Should the word "screenshot" occur in a line of the records, copy that line.

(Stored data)
____________

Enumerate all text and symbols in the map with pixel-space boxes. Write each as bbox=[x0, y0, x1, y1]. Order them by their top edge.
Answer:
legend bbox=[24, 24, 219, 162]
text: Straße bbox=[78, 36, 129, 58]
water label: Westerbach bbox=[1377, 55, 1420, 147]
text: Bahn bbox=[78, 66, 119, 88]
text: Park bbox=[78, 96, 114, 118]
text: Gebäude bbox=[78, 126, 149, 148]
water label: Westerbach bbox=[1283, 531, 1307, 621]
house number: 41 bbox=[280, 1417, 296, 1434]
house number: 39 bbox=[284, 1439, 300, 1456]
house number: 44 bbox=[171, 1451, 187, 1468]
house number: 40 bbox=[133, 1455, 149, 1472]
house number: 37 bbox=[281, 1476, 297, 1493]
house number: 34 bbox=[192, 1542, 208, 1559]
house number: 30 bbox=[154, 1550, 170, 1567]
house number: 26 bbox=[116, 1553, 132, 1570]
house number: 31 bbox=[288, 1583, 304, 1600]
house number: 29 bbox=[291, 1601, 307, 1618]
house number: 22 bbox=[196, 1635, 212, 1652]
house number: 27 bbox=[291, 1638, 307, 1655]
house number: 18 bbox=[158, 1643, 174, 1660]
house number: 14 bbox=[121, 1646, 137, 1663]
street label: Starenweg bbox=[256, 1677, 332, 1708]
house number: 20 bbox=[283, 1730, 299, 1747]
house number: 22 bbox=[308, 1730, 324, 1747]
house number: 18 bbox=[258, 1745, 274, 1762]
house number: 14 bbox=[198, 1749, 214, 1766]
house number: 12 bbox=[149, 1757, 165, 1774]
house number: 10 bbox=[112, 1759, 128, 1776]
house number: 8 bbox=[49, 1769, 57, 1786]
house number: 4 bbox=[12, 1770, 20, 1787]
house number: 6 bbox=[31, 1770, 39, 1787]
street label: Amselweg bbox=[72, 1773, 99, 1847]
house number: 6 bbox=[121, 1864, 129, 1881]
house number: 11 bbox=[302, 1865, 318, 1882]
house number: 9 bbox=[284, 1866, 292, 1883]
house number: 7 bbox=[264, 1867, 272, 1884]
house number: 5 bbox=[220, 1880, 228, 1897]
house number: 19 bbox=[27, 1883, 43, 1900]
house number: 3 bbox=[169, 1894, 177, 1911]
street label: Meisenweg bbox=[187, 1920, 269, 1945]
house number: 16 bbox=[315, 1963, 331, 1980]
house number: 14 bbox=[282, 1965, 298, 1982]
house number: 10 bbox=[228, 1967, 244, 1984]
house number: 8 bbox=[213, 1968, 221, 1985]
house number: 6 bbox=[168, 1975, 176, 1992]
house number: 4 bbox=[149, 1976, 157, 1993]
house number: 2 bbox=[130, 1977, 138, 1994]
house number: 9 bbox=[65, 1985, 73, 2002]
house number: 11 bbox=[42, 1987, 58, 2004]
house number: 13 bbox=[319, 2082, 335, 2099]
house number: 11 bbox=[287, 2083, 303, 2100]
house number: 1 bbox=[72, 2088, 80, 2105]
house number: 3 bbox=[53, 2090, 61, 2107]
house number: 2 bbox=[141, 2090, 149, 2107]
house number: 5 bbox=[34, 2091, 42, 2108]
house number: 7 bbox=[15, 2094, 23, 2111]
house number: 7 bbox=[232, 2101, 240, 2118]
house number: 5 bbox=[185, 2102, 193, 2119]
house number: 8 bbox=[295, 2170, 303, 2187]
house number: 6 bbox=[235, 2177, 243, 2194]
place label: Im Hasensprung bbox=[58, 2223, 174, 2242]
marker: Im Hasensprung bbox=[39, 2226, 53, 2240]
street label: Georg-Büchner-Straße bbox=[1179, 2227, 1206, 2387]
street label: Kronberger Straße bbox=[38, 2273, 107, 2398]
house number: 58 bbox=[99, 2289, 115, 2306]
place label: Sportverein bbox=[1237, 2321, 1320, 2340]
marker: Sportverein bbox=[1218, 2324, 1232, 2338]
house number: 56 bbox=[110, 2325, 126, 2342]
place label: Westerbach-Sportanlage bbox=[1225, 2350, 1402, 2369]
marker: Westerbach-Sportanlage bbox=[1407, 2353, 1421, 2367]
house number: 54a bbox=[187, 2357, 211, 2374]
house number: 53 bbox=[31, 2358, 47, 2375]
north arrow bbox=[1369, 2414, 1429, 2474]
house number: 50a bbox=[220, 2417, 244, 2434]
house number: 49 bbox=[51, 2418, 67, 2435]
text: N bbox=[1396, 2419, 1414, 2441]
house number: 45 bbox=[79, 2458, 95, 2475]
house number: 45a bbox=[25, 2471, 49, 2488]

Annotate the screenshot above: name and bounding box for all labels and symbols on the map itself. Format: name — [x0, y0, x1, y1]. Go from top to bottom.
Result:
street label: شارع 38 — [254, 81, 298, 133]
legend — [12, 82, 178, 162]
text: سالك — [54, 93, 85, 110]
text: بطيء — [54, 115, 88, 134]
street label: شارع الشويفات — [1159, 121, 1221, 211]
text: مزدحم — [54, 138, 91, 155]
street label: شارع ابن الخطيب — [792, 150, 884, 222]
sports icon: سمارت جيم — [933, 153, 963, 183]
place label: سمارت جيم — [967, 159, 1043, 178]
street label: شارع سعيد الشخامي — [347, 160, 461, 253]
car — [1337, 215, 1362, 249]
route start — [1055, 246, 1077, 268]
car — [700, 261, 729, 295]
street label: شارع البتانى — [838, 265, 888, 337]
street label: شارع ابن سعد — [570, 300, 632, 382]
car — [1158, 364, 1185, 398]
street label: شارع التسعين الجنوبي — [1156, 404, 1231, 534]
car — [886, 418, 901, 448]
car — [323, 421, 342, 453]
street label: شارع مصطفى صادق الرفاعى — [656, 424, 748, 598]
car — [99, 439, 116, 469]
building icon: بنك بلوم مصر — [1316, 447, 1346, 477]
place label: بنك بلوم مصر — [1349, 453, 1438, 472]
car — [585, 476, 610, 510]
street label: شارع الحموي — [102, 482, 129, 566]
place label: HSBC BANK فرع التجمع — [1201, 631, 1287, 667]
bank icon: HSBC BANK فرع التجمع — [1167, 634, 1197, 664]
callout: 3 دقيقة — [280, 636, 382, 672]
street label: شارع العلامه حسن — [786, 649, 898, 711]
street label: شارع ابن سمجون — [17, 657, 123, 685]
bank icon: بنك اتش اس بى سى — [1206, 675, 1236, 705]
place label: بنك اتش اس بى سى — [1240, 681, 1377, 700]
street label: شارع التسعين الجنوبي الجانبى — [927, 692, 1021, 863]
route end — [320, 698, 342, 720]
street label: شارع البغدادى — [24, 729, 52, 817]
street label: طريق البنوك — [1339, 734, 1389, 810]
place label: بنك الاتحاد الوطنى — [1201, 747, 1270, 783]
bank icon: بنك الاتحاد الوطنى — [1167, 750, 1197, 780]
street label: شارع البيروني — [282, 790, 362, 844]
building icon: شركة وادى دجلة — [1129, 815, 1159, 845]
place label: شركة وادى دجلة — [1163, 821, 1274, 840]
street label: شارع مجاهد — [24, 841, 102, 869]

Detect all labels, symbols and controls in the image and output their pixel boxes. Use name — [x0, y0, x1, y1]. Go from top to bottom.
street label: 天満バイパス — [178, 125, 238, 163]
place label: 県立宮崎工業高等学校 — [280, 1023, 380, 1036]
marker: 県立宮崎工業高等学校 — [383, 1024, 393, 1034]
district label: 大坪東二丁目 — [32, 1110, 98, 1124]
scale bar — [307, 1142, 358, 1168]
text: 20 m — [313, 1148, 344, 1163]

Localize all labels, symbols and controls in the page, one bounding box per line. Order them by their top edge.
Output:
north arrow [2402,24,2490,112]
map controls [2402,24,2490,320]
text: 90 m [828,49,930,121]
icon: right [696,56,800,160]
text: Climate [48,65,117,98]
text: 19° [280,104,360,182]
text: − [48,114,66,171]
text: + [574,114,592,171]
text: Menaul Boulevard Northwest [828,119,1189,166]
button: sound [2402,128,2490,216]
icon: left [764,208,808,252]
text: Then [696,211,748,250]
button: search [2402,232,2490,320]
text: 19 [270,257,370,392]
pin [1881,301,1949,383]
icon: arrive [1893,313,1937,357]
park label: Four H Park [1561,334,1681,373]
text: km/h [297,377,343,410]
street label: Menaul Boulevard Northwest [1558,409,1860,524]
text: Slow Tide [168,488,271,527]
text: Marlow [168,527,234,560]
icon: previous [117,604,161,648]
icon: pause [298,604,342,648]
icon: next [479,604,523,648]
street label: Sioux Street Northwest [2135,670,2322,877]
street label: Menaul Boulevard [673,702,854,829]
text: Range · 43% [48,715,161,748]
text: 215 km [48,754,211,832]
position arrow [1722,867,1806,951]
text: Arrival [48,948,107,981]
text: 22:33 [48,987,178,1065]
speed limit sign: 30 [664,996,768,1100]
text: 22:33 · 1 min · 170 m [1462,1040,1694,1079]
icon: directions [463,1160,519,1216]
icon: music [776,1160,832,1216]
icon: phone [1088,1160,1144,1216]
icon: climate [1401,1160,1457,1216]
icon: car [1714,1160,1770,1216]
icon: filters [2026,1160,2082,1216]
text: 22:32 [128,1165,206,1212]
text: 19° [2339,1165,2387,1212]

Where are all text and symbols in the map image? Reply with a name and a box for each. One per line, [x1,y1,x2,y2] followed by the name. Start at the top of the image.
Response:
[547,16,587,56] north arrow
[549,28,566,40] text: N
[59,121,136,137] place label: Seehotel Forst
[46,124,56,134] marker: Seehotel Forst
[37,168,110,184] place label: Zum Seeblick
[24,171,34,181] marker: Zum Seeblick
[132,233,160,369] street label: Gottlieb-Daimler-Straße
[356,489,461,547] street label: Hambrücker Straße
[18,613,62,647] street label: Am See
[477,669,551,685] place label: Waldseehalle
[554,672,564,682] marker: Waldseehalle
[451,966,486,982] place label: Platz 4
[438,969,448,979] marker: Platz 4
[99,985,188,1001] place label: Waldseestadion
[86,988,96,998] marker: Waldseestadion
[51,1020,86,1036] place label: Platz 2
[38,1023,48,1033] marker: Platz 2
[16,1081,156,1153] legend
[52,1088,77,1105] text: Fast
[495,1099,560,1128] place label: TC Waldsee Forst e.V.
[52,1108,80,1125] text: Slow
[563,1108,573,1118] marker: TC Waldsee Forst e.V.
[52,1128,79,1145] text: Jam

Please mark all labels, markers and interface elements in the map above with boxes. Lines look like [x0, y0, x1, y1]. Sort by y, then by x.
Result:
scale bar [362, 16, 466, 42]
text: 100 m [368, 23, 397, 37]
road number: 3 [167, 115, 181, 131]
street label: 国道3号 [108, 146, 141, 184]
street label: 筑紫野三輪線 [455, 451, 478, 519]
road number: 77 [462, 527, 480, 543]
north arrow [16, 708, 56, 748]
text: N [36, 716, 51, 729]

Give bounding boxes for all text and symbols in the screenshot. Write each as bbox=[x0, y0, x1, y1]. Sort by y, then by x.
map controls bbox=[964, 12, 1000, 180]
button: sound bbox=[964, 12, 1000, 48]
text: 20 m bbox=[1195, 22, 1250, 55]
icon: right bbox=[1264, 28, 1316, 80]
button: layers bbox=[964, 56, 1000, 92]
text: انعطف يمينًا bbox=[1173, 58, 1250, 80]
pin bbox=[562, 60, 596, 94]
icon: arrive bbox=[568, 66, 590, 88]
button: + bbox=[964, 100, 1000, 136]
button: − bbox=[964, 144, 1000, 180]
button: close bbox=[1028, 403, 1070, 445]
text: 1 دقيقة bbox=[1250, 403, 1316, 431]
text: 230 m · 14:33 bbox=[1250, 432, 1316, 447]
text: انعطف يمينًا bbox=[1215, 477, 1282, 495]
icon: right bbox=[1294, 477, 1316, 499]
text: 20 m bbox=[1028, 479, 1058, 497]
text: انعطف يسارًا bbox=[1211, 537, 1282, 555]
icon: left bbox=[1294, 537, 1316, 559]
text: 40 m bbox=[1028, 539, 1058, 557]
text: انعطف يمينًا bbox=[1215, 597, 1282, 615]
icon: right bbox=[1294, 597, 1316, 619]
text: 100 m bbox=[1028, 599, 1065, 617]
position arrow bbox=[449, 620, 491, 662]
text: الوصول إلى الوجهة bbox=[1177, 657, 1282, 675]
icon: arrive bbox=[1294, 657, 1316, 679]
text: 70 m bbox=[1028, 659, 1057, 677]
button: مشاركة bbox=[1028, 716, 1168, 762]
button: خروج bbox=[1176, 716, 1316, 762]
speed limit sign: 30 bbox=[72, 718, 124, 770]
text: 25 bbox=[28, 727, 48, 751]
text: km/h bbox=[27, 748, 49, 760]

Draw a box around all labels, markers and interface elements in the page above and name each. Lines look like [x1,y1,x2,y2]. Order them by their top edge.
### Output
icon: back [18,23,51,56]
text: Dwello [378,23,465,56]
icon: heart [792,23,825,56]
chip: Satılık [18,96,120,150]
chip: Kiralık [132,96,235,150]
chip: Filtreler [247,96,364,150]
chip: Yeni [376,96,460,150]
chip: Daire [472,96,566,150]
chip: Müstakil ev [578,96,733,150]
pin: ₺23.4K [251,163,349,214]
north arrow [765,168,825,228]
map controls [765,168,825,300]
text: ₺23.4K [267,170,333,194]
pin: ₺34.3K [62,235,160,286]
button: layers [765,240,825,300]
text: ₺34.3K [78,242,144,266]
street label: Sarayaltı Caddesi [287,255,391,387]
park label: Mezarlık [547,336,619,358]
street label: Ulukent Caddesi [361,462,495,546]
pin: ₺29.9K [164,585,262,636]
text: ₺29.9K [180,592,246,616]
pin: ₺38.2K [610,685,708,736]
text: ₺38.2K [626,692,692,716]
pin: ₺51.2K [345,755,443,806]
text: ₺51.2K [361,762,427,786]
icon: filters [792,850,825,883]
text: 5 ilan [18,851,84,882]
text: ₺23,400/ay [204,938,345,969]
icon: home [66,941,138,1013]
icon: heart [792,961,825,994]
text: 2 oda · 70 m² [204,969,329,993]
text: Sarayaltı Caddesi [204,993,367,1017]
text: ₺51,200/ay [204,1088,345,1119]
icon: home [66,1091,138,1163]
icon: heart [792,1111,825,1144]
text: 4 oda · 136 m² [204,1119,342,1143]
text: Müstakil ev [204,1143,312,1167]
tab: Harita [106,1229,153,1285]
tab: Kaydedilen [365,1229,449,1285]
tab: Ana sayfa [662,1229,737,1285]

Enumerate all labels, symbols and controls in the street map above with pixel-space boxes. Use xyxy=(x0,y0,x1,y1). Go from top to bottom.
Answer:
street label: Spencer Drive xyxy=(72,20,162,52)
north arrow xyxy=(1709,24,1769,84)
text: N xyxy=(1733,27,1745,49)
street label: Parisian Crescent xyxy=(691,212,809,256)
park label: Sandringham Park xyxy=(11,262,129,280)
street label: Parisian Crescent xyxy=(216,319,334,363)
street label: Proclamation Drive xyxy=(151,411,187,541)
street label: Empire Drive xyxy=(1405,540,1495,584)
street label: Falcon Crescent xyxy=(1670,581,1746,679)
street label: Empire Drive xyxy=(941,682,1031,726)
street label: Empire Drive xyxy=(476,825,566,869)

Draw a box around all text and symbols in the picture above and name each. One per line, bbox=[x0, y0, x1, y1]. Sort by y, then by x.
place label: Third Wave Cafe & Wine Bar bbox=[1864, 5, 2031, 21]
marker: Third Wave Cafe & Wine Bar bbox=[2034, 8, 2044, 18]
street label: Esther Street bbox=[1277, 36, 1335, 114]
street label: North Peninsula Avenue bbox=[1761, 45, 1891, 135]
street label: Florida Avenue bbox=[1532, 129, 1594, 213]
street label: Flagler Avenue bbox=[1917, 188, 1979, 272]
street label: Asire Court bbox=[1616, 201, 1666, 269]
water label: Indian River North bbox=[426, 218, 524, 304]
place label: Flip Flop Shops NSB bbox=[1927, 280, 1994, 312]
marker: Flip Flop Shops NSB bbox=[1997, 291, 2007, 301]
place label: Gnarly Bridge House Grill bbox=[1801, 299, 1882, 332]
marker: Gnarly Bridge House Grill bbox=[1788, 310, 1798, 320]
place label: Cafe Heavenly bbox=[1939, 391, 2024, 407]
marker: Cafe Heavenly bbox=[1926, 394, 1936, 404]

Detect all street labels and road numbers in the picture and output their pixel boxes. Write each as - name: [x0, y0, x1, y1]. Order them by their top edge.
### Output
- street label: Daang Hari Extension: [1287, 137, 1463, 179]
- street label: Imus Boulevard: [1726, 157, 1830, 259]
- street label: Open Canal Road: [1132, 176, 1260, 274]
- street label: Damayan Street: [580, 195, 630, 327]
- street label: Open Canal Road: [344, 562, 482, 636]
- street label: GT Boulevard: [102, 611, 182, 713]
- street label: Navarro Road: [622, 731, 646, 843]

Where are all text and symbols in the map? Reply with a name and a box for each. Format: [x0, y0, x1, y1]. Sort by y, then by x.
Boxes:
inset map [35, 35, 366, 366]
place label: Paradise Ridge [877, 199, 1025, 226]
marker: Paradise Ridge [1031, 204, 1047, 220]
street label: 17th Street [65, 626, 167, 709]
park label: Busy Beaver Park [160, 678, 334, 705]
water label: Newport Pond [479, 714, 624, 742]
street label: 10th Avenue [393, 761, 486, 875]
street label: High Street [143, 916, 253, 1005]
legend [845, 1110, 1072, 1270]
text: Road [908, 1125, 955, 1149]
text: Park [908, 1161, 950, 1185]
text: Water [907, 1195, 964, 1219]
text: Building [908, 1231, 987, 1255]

____________

▸ ANSWER BOX:
Annotate the screenshot above: name and bounding box for all labels and symbols on the map itself. Format: name — [x0, y0, x1, y1]. Go from top to bottom.
Give bounding boxes for all text and symbols in the screenshot. Write each as bbox=[x0, y0, x1, y1]. Sort by y, then by x.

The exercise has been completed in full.